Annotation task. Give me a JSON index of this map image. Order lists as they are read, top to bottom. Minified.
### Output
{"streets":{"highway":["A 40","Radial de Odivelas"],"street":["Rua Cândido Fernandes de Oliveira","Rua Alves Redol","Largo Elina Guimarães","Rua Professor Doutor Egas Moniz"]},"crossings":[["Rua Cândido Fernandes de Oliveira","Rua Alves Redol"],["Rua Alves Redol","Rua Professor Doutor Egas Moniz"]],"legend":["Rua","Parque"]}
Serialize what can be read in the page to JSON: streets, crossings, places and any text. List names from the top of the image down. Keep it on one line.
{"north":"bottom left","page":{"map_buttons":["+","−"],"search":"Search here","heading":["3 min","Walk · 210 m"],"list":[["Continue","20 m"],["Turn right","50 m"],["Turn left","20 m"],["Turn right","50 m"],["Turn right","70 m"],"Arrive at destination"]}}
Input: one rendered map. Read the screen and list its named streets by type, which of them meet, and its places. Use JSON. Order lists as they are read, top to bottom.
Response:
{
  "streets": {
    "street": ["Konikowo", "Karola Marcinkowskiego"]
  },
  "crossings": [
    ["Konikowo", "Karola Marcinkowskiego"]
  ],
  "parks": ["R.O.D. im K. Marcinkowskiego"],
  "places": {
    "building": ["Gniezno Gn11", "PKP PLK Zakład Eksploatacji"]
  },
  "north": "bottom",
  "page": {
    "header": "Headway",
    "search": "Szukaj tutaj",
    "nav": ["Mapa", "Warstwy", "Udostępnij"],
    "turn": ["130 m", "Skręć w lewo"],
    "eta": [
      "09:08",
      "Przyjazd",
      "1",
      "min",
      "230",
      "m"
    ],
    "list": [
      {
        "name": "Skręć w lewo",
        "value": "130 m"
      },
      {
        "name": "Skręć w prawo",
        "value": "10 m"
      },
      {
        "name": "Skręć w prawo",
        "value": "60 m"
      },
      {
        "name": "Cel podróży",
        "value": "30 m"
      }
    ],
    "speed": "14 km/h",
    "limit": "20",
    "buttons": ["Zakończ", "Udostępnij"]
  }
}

----------

What this task involves: Search the records for lines holding the word "lists", then copy each line you find.

Response area:
Annotation task. Give me a JSON index of this map image. Order lists as they are read, top to bottom. Minified.
Input: one rendered map. Read the screen and list its named streets by type, which of them meet, and its places. Use JSON. Order lists as they are read, top to bottom.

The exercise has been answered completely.